Nous marchons sous des nuages bas d'où s’échappent de temps en temps quelques gouttes dans la plaine de l’Ain. Malgré la présence de très nombreux galets, traces de très anciennes moraines glaciaires, la terre semble généreuse au regard des champs de blé, de maïs, de colza ou de tabac au milieu desquels nous pérégrinons. Cependant, les produits de traitement ne doivent plus être aussi destructeurs puisque nous découvrons des guirlandes de coquelicots le long des champs.







Au détour du chemin, à notre grande surprise, nous tombons sur deux pélerines qui regardent leurs cartes. Ce sont Elisabeth et Catherine, de Bergues (Nord) que nous avons déjà rencontrées en mai 2023, à St Prix, sur ce même chemin d’Assise dans le Morvan. Elles font également ce chemin par étapes. Hasard? Coïncidence? Providence? La probabilité de se retrouver était infinitésimale… Elles ont repris le chemin voici huit jours. Nous décidons de faire “chemin commun” pendant les jours suivants Elles rentrent dans le Nord lundi matin.





Nous traversons des forêts en pataugeant, parfois, dans la boue bien que nous soyons le 1er juin !

Peu avant, d’arriver à St Sorlin en Bugey, joli village d’arrivée du jour, nous n’oublions pas notre rituel qui est de boire une bière dans un bistrot de Lagnieu.



St Sorlin en Bugey est surtout réputé pour être un des plus beaux villages aux roses de France. Il a, aussi, un riche patrimoine architectural. Il aurait les atouts pour devenir un des plus beaux villages de France.




mercredi 22 mai 2024

 Samedi 1er juin, nous reprenons notre chemin avec une certaine impatience. 
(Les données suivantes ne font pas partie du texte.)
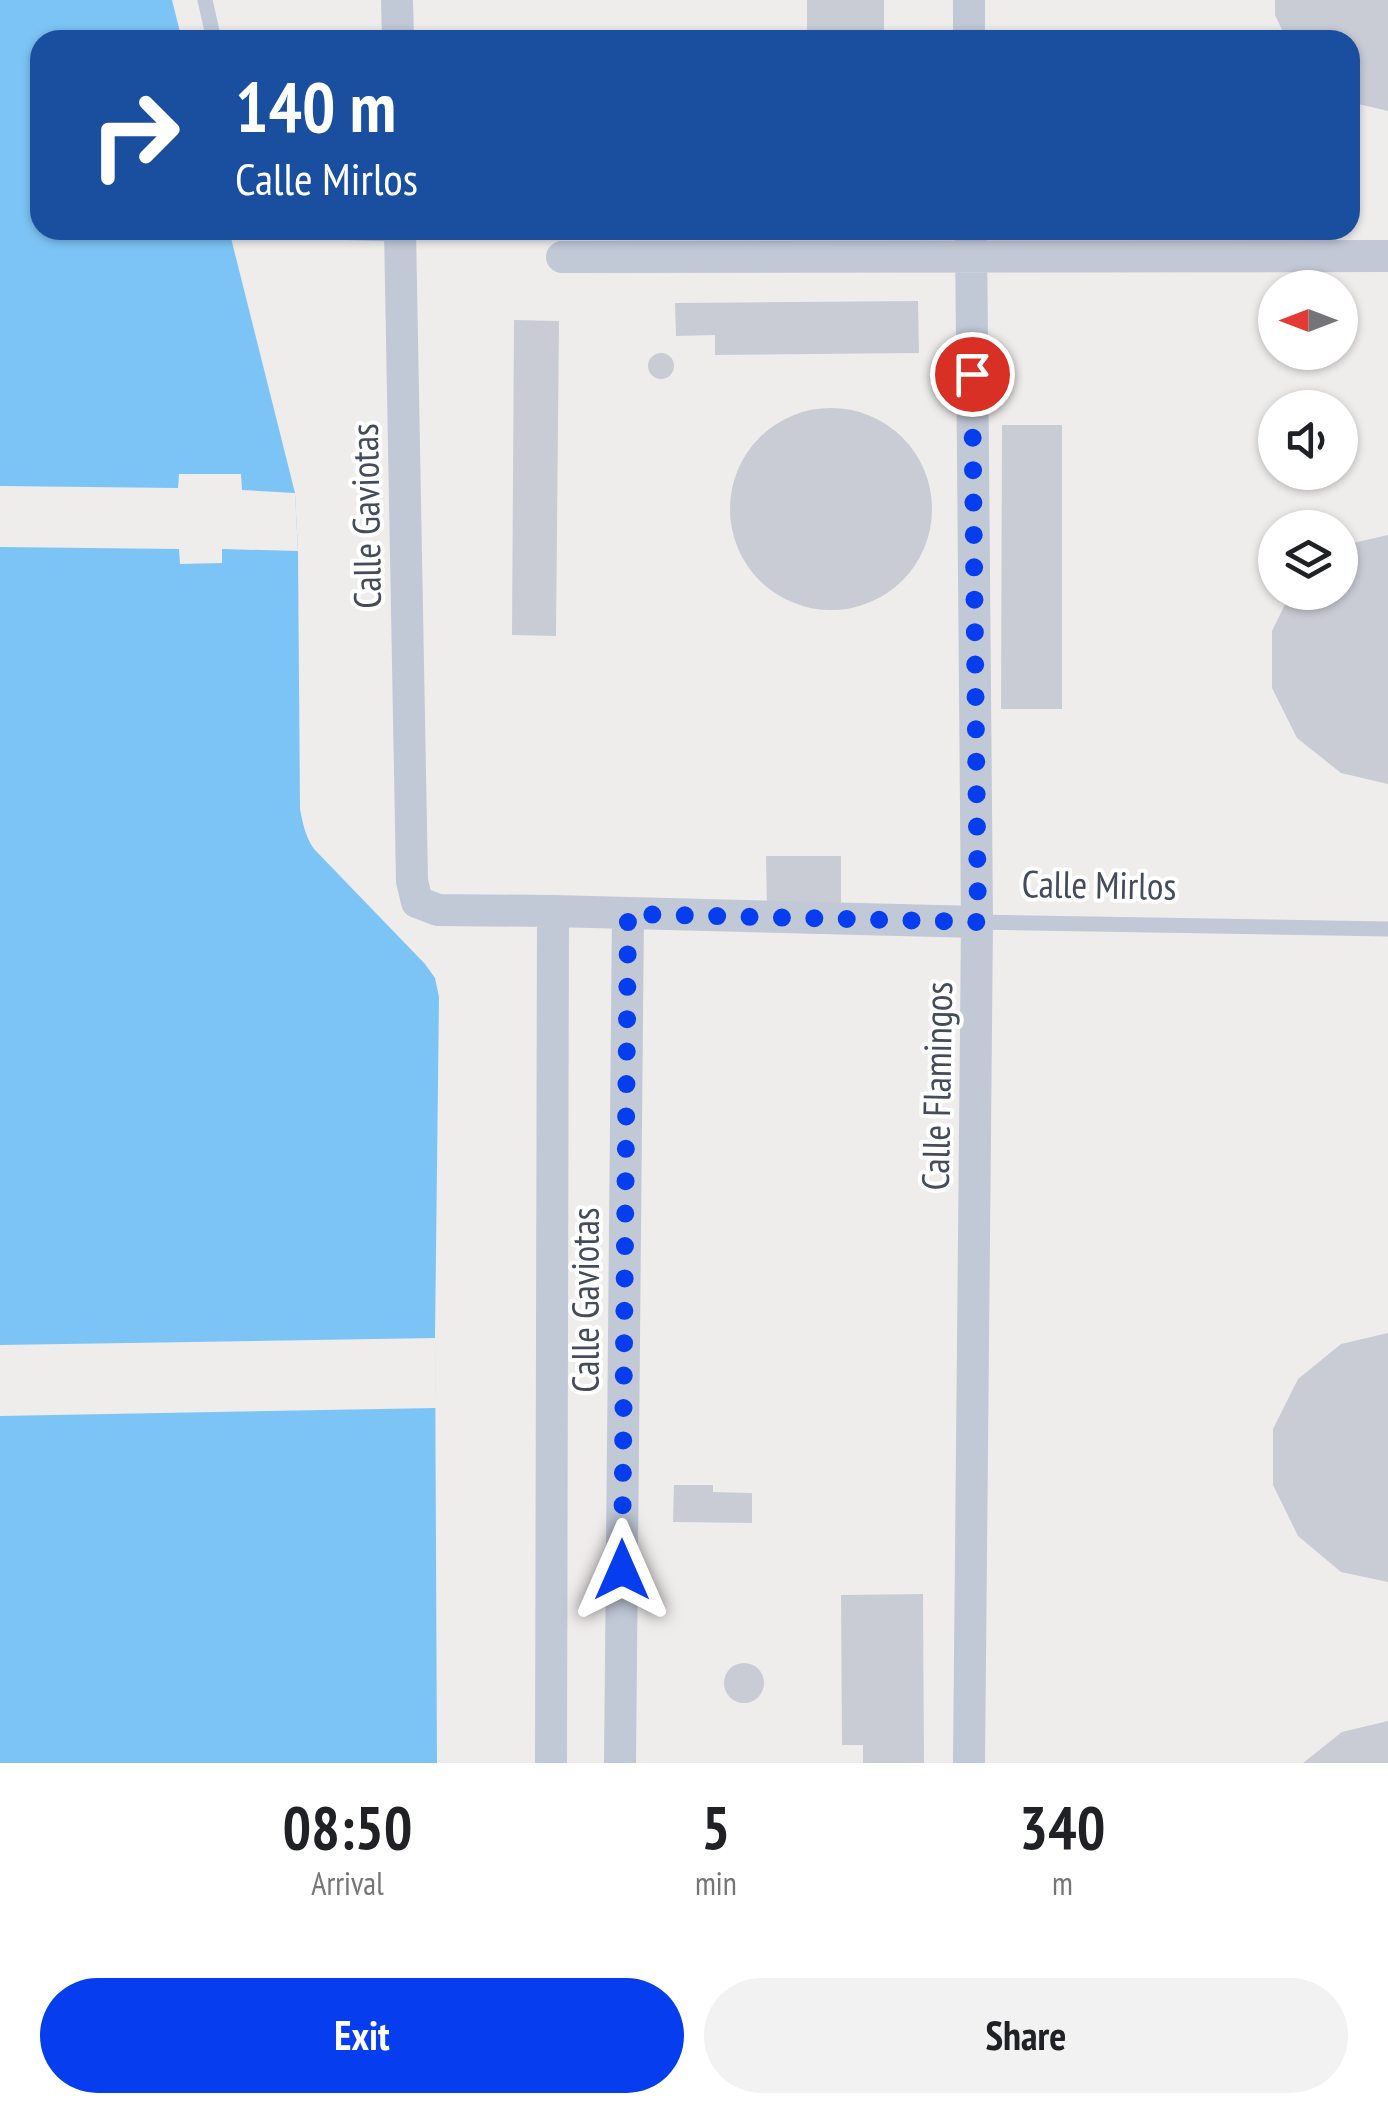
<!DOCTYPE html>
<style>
:root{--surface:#fff;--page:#f2f2f2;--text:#202124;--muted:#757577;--accent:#063eef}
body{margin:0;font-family:"PT Sans Narrow",sans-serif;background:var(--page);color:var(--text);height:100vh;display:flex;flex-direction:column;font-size:38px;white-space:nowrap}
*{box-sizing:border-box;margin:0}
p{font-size:32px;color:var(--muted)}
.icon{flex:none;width:55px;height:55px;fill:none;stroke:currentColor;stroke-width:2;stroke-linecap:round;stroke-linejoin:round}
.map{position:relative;height:1763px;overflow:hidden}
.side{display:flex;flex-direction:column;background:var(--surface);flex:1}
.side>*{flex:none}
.guide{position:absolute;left:30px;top:30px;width:1330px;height:210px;border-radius:30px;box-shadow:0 2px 8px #0004;background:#1a4fa0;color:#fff;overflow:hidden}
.needle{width:65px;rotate:270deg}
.tools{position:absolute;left:1258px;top:270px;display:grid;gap:20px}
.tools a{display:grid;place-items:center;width:100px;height:100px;border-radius:50%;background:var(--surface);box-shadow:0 2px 8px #0004;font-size:50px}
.pin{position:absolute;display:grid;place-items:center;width:85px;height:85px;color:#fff;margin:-42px;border:5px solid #fff;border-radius:50%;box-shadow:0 2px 10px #0007}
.me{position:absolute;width:110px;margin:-55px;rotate:0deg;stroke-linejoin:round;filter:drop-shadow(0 0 8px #0008)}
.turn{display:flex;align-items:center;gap:35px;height:210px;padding:0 40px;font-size:45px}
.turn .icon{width:130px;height:130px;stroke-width:2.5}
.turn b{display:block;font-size:70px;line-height:85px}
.eta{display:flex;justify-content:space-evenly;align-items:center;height:170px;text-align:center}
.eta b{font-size:60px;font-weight:700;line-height:70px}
.button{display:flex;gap:20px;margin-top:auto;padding:20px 40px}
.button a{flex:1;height:115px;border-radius:60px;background:var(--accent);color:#fff;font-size:40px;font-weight:700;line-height:115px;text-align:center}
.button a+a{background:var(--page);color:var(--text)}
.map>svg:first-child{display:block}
.water{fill:#7cc4f5}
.pier{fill:#efecec}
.building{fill:#caccd5}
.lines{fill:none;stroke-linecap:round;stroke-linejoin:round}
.service{stroke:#c1c8d6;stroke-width:15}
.minor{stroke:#c1c8d6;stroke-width:32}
.route{stroke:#063eef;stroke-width:18;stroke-dasharray:0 32.4}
.labels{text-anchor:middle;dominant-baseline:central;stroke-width:8;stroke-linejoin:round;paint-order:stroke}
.street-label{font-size:38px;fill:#434b5c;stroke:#fff}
</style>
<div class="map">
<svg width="1388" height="1763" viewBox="0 0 1388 1763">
<rect width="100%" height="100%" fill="#efecec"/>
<path class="water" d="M0,0H172L182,40H40V230H229L295,493L298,551L300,809C303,824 305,836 314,849L425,964L435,978L439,997L435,1337L437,1763H0Z"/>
<path class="pier" d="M179,474H241L242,490L295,493L298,551L222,549V563L180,564L179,549L0,547V486L178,488Z
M435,1338L436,1408L0,1416V1345Z"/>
<path class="building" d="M807,0H884V40H807Z
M1275,0H1388V111L1350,102V40H1287L1275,15Z
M918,301L919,353L715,355V335L676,336L675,303Z
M514,320L559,321L556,636L512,635Z
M648 366a13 13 0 1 1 26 0a13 13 0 1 1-26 0Z
M730 509a101 101 0 1 1 202 0a101 101 0 1 1-202 0Z
M1002,425H1062V709H1001Z
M1388,535V784L1341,773L1297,738L1272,688V631L1291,592H1340V546Z
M766,856H841V912H767Z
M1388,1333V1582L1341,1572L1298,1536L1273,1485V1429L1298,1379L1341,1344Z
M674,1485H713V1492L752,1493V1523L673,1522Z
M923,1594L924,1763H863V1745H842L841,1595Z
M724 1683a20 20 0 1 1 40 0a20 20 0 1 1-40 0Z
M1388,1721V1763H1303L1342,1732Z"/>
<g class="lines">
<path class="service" d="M205,0L214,40
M254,230L400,234
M977,922L1388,929"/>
<path class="minor" d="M397,0L398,40
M969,0V40
M400,230L412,881L417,902L438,910L553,911L977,922
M562,257L1388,256
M551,1763L553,911
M620,1763L628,913
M969,1763L977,922L971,230"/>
</g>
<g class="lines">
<path class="route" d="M622,1570L628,914L978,922L972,374"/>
</g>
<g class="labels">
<g class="street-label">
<text transform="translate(365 516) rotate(-91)">Calle Gaviotas</text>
<text transform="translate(1099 884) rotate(1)">Calle Mirlos</text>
<text transform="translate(936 1086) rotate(-89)">Calle Flamingos</text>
<text transform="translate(584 1300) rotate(-90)">Calle Gaviotas</text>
</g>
</g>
</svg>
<div class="tools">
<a><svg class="needle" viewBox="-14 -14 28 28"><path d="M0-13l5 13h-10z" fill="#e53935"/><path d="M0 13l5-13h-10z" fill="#757577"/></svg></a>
<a><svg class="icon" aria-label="sound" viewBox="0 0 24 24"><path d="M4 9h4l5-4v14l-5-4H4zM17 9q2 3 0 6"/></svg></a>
<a><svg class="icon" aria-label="layers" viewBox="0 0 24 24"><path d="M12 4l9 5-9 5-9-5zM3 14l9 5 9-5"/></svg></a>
</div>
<div class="pin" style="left:972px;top:374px;background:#d93025"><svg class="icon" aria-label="arrive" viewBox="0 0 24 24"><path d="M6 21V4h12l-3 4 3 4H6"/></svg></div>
<svg class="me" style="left:622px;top:1570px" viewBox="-20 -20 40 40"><path d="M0-17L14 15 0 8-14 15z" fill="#063eef" stroke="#fff" stroke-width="4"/></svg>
<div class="guide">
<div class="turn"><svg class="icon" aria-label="right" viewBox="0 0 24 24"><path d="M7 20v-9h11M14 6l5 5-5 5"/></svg><div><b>140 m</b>Calle Mirlos</div></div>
</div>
</div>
<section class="side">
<div class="eta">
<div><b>08:50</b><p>Arrival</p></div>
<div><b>5</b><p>min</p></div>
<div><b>340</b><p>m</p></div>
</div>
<div class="button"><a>Exit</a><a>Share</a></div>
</section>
De Perouges, nous allons traverser le Bas-Bugey au sud du département de l' Ain. Nous arriverons dans le département de Savoie par Yenne. Après une petite halte à Sonnaz chez Matthieu et Clémentine, nous suivrons la vallée de la Maurienne pour gravir le Montcenis, passer la frontière et redescendre vers Susa, 1ère ville italienne sur le chemin.